[CV2-5117] batch formats #111

skyemeedan · 2024-09-24T22:16:03Z

Description

Proposal for changes and batchifycation of presto request and response structures, standardization of argument handling across classes, and some suggestions on edits to get us there

Reference: CV2-5117

How has this been tested?

Has it been tested locally? Are there automated tests?

Are there any external dependencies?

Are there changes required in sysops terraform for this feature or fix?

Have you considered secure coding practices when writing this code?

Please list any security concerns that may be relevant.

skyemeedan · 2024-09-25T17:16:24Z

lib/model/classycat_classify.py

    def classify(self, task_prompt, items_count, max_tokens_per_item=200):
        pass

+


sorry, I think all changes in this file are just updates from formatter

I link line 292 is the only substantive change: for item in data["input_items"]:

DGaffney · 2024-09-25T19:53:14Z

lib/model/yake_keywords.py

        :param num_of_keywords: int
        :returns: str
        """
+        # TODO: loop over passed in items, or actually trigger processing in batch?


This looks fine as a first pass on the idea imo

@ahmednasserswe adding you here for visibility, let us know if you have any thoughts about this file specifically or the refactor as a whole.

DGaffney · 2024-09-25T19:56:11Z

lib/schemas.py

 class Message(BaseModel):
-    body: GenericItem
+    request_id: Union[str, int, float]
+    items: List[GenericItem]  # to support batch, this is a list (can be only 1 item)


Looks fine to me, not terribly complicated!

DGaffney · 2024-09-25T19:56:47Z

lib/schemas.py

-    id: Union[str, int, float]
+    id: Union[str, int, float]  # id (in calling system) for this content
    content_hash: Optional[str] = None
-    callback_url: Optional[str] = None


Taking this out of here feels bad - why couldn't each item have its own callback?

Classycat is implemented so it is making a single callback with all of the data in it. I suppose we could support both options? Like if the callback is present at the top-level, make a single callback with all the results, if at individual level, respond per item.?(but does the entire batch input get returned with each individual item? Or presto has to parse apart the input list) I guess having neither or both types of callback would be an error.

Thinking about this further, I really like having the callback at the upper level, because it is an instruction to Presto system, not to the model (model doesn't know what to do with it)

That's fine, but it does likely mean that we can't use batch processing for any event on Check API without some somewhat significant revisions - we'd likely be adding callback functionality specifically to deal with batching. Not a terrible outcome, but does make it more complicated elsehwere

batch processing for any event on Check API without some somewhat significant revisions

Can you explain how you see this working so we can ensure the format encompasses that as well?

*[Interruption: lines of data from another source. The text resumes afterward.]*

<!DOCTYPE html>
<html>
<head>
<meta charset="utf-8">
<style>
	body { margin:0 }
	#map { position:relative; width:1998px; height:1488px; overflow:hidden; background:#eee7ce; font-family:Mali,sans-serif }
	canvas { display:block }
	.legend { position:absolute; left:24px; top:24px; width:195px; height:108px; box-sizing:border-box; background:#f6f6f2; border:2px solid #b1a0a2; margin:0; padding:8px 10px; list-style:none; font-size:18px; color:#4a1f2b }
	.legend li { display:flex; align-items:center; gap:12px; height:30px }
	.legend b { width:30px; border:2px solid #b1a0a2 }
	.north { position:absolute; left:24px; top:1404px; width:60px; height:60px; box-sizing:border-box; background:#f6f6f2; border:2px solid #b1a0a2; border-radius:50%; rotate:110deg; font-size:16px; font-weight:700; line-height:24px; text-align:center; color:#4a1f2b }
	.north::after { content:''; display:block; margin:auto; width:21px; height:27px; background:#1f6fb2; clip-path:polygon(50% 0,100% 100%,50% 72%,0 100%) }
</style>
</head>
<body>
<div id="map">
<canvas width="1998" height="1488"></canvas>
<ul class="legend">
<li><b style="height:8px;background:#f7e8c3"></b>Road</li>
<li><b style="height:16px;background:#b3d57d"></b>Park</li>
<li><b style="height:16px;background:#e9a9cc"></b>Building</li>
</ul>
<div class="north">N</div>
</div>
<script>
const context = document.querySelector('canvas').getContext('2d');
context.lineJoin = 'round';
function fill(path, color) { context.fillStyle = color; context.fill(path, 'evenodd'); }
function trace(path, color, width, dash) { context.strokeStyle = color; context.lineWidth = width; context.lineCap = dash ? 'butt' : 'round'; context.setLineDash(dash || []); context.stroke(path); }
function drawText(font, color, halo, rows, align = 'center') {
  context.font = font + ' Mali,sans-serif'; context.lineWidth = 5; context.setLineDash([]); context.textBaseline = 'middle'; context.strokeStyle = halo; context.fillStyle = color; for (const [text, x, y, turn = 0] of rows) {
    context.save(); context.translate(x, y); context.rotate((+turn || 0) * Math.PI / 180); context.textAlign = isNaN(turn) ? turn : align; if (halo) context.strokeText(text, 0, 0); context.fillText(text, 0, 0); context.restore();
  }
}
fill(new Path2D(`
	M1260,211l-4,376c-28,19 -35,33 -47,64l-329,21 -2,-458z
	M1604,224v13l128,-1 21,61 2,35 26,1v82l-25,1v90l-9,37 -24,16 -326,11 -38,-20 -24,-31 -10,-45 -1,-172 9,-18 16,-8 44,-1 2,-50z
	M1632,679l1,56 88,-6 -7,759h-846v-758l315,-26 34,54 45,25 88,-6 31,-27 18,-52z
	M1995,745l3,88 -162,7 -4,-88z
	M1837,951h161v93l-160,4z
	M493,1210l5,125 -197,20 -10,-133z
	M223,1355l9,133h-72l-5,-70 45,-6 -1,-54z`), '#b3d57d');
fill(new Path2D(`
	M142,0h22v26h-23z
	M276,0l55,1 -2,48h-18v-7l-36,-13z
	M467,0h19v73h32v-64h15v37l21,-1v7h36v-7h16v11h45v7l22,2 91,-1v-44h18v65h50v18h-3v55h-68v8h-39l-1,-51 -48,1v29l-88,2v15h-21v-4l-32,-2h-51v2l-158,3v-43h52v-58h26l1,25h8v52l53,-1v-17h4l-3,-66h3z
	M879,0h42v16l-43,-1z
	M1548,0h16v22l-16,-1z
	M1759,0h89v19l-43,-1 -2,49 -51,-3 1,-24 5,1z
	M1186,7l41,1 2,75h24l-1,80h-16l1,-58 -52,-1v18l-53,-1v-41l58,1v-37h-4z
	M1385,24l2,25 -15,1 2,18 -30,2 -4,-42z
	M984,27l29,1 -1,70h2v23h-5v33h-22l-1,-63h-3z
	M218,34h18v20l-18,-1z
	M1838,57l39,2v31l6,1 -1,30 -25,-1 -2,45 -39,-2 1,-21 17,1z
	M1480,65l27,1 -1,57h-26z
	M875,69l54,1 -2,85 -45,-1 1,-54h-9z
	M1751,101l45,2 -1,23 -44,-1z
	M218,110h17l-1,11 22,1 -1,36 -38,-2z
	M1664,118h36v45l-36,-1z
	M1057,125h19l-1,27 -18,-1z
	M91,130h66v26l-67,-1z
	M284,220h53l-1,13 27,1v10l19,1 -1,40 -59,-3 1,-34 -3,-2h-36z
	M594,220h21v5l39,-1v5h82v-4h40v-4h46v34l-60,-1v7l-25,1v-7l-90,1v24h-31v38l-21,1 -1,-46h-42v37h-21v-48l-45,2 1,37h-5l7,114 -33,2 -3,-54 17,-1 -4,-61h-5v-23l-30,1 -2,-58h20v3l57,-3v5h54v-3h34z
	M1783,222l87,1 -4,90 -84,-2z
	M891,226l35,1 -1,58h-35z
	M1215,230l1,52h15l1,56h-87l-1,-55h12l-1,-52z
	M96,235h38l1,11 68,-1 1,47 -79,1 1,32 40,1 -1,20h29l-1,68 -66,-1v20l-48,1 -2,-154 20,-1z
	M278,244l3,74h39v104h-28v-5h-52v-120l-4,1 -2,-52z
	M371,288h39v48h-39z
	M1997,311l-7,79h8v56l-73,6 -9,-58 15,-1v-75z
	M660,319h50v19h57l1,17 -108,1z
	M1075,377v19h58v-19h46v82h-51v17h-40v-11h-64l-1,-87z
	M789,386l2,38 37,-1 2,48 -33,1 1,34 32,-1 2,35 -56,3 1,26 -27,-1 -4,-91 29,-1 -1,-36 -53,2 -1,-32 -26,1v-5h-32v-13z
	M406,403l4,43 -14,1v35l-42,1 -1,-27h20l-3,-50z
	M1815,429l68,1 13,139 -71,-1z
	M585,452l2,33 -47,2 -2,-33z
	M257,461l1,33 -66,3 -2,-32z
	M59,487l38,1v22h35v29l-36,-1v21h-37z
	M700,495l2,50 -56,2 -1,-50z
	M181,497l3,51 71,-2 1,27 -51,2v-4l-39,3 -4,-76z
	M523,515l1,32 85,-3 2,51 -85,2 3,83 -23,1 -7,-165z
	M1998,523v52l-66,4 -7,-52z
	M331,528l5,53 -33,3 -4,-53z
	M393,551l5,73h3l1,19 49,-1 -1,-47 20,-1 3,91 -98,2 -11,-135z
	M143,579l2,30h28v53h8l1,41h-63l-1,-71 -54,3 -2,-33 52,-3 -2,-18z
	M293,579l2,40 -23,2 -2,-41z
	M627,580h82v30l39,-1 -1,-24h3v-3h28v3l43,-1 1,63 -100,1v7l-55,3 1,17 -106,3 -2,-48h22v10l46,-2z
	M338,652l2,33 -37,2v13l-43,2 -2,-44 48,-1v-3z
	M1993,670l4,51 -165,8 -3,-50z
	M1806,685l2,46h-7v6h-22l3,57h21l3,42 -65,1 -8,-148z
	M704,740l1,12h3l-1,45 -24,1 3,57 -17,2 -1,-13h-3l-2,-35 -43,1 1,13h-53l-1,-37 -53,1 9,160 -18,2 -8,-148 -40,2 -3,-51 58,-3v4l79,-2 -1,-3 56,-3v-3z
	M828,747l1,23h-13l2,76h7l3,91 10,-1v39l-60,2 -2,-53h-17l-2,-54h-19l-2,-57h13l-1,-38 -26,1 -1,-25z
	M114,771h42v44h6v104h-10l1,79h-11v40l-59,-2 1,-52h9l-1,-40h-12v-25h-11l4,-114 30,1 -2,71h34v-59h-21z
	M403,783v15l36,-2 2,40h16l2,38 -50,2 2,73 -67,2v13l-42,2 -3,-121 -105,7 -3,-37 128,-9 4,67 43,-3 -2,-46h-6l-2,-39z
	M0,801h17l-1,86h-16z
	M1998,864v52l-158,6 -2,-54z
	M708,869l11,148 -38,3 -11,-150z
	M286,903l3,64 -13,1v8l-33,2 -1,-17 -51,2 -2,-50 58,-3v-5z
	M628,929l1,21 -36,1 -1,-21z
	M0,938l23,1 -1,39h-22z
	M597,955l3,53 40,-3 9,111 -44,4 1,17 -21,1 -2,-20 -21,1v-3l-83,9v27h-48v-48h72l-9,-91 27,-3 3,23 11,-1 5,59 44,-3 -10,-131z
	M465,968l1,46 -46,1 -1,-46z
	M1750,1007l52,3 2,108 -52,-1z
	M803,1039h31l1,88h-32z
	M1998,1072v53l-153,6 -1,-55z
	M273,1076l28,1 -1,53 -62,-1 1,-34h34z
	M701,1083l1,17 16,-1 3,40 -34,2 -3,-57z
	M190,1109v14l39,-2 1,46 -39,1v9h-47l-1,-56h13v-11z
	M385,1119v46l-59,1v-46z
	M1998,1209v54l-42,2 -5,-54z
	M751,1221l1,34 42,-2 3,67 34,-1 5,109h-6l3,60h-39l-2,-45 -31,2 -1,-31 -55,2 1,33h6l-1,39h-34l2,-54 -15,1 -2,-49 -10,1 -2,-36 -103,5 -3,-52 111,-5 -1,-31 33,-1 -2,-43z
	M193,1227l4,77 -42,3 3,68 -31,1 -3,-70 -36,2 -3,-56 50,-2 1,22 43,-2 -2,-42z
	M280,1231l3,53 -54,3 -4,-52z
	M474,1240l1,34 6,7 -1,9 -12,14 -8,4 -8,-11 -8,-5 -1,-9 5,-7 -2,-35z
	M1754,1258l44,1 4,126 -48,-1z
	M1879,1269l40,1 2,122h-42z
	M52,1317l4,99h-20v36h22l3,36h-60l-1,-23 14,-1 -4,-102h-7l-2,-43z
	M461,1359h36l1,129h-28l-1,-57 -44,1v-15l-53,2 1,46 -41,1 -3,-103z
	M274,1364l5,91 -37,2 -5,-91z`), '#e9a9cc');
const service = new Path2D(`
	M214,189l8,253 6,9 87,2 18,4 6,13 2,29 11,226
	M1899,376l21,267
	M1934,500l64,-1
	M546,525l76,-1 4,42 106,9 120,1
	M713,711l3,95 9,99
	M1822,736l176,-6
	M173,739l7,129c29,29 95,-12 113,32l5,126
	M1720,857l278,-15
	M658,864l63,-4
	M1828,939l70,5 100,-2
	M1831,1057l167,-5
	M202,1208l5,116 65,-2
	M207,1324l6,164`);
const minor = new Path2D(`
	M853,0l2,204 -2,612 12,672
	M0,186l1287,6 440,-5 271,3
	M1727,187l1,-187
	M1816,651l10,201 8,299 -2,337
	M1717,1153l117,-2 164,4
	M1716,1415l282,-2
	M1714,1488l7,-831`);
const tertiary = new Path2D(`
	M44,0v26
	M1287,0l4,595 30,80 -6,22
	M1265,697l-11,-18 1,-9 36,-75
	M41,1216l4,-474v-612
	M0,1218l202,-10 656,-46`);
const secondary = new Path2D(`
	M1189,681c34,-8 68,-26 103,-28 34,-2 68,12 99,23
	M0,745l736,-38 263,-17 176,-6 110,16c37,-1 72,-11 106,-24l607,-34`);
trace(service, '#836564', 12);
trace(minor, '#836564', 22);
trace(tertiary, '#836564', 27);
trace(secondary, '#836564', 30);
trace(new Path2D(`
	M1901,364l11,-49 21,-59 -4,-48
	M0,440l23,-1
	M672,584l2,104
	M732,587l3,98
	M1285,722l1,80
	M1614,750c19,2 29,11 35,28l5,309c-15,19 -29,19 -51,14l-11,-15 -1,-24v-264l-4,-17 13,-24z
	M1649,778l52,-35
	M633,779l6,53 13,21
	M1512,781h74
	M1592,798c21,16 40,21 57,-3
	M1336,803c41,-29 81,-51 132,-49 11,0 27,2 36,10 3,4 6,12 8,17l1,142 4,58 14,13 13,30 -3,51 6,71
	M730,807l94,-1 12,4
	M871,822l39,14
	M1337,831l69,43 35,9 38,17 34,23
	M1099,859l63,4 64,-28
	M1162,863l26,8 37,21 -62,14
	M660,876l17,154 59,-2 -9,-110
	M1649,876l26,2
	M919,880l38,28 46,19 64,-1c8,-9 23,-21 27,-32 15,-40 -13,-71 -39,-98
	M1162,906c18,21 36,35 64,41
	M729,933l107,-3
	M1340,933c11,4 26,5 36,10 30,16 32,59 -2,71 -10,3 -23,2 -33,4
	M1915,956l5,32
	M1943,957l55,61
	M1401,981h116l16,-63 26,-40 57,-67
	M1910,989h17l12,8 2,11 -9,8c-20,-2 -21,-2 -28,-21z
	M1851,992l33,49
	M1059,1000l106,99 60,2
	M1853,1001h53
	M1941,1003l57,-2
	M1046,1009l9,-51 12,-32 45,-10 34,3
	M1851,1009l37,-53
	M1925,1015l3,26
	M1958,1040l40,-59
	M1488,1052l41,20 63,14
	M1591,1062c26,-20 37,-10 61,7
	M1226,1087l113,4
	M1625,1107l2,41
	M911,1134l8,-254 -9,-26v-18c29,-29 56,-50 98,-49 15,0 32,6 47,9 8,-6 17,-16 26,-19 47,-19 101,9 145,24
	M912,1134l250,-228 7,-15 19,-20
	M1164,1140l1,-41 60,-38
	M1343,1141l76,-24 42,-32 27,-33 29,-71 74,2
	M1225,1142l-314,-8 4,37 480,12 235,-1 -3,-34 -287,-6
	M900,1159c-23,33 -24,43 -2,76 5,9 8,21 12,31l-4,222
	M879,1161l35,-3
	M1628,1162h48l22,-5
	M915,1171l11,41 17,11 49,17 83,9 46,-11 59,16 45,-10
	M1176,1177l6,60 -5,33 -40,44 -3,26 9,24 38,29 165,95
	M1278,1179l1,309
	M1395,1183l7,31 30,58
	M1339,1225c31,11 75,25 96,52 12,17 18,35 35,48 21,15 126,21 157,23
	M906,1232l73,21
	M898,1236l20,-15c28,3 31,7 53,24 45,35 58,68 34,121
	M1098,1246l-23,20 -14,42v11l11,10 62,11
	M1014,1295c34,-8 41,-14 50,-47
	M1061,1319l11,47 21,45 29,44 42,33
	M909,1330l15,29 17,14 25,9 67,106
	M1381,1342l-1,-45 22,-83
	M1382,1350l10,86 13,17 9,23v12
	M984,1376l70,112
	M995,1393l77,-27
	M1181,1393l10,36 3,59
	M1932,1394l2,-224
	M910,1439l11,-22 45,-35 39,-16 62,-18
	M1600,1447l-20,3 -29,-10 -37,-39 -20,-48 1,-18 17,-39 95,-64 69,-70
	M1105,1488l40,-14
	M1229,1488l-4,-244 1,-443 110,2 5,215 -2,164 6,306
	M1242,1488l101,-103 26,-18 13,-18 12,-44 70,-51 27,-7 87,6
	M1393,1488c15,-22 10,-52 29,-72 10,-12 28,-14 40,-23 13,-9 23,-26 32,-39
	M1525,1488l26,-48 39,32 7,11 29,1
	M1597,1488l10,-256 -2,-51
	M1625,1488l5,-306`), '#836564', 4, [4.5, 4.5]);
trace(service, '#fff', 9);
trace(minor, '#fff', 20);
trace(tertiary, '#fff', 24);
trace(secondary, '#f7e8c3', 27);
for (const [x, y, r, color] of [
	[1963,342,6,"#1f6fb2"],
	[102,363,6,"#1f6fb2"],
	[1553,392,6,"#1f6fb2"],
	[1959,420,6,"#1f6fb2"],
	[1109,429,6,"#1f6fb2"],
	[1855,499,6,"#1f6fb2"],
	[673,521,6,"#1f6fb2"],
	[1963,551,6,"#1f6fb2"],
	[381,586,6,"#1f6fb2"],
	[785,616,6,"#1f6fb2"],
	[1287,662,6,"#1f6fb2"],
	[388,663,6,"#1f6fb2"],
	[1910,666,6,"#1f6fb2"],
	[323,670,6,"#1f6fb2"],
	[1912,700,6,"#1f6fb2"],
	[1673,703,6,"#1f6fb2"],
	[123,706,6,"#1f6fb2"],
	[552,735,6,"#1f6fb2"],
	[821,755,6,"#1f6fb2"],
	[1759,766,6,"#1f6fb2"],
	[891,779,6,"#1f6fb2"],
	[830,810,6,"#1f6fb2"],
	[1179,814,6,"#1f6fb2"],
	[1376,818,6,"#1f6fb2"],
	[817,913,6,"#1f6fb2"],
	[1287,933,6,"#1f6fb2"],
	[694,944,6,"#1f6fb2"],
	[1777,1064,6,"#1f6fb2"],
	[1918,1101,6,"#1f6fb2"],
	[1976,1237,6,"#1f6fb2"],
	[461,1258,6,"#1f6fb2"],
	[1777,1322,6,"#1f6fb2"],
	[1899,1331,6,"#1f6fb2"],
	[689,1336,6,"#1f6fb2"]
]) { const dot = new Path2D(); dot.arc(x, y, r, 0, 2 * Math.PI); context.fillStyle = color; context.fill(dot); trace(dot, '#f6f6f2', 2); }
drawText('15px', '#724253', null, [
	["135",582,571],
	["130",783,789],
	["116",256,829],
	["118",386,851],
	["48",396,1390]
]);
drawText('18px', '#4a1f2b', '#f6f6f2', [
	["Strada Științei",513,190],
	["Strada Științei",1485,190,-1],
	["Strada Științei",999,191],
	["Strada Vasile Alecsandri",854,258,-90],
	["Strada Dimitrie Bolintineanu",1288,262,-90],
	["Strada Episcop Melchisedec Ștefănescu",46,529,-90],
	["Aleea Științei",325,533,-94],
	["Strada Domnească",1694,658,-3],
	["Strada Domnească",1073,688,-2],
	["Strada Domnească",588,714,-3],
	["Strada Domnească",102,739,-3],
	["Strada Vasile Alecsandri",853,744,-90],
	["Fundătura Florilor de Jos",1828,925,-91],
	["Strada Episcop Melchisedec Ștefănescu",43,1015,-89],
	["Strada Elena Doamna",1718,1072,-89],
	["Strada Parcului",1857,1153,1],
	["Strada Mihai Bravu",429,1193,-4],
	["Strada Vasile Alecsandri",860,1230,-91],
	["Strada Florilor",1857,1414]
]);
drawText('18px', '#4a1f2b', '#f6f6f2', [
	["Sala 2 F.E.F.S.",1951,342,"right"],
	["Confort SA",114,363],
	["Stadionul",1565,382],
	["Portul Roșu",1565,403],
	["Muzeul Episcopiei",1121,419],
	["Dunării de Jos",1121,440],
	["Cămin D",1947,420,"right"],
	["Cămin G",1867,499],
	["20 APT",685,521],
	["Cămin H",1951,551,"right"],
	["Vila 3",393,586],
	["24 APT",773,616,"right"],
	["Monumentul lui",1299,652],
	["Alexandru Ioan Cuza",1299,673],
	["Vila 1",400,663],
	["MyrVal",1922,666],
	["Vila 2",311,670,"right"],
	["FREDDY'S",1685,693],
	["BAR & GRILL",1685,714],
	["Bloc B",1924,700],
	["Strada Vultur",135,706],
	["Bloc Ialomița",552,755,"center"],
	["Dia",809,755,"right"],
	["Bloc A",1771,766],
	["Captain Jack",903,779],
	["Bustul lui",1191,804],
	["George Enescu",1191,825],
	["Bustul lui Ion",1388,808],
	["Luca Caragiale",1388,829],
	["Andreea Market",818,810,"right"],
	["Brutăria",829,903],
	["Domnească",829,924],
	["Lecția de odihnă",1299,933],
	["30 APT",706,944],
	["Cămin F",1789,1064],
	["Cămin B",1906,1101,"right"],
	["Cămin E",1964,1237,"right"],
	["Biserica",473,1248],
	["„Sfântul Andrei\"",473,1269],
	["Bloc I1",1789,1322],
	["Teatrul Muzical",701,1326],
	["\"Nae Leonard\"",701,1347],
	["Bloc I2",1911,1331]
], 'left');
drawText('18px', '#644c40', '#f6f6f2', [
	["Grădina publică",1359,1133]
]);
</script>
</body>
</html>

Sure - right now, if we allowed for the callback urls at the individual item level, we'd basically not have to make any changes to Check-API (or Alegre for that matter). The downside of course is that you'd open yourself up to making a ton of HTTP calls, which, not great (IMO i think the answer here is to allow callbacks at either level), but also, no revisions and potentially singular paths for receiving responses for work regardless of if the provenance was from a batch job or an individual job. If we go the route of only a top-level callback, we'd probably have to do some temporary redis key storage to remember what was sent out, and what needs to be done upon receiving, the results of work. Also, if we're running large batches of vectored work.... are we signing up for potentially gigantic POST bodies? Will they work in SQS even, or do they need to even live in SQS? I think they would?

Anyways to answer your question I think the meat of the issue would be that we'd have to introduce a bunch more state management paths for remembering and dealing with the outcomes of callbacks on Check API and Alegre - right now it's basically implied because the structure of the request contains all we need to know, but potentially just introduces more overhead. Not a terrible thing! Just something to consider.

OK, so it sounds like for the format, you'd be ok with "callback can be at individual item or batch level (but must be at least one and not both)"?

remember what was sent out, and what needs to be done upon receiving, the results of work.

Or, you have to carry enough state along with the object to know what to do when it comes back. Which is what we are trying to support in making sure the ids match back to the original payload. ie. for timpani, the items carry a target_state.

I'm generally in the callback belongs at the model level and not at the item level camp.

I think it's right that we would make changes to Alegre/Check API if they start sending batches of items.

If a caller wants individual callbacks, they should send items one at a time.

If the caller wants one callback for a batch, then they should send a batch of items.

Right now, everything on Alegre/Check is set for sending items one at a time. When we implement the bulk similarity endpoint on Alegre, I'd expect to make changes to the callback handling in Alegre so that it can receive back one batch of items. This makes sense because Alegre can then process that batch efficiently as a batch --- i.e., calling the bulk insertion point on Open/Elasticsearch. Having items comeback one at a time from a bulk submission prevents the caller from handling the response as a batch.

tl;dr fine if we want to support callbacks at an individual level, but I don't see it as a priority because we already have a workaround: If a caller wants individual callbacks from Presto they should send items to Presto one at a time.

Alright I'm bought in for the toplevel callback - thank you both for the discussion, I think it was useful to at least air it out as it'll have ripple effects. Ship it at the top level!

ashkankzme

sorry that it took me a while to get to it. I tried my best to be thorough and read everything in depth and left some comments. looking forward to the discussions!

ashkankzme · 2024-09-30T18:45:11Z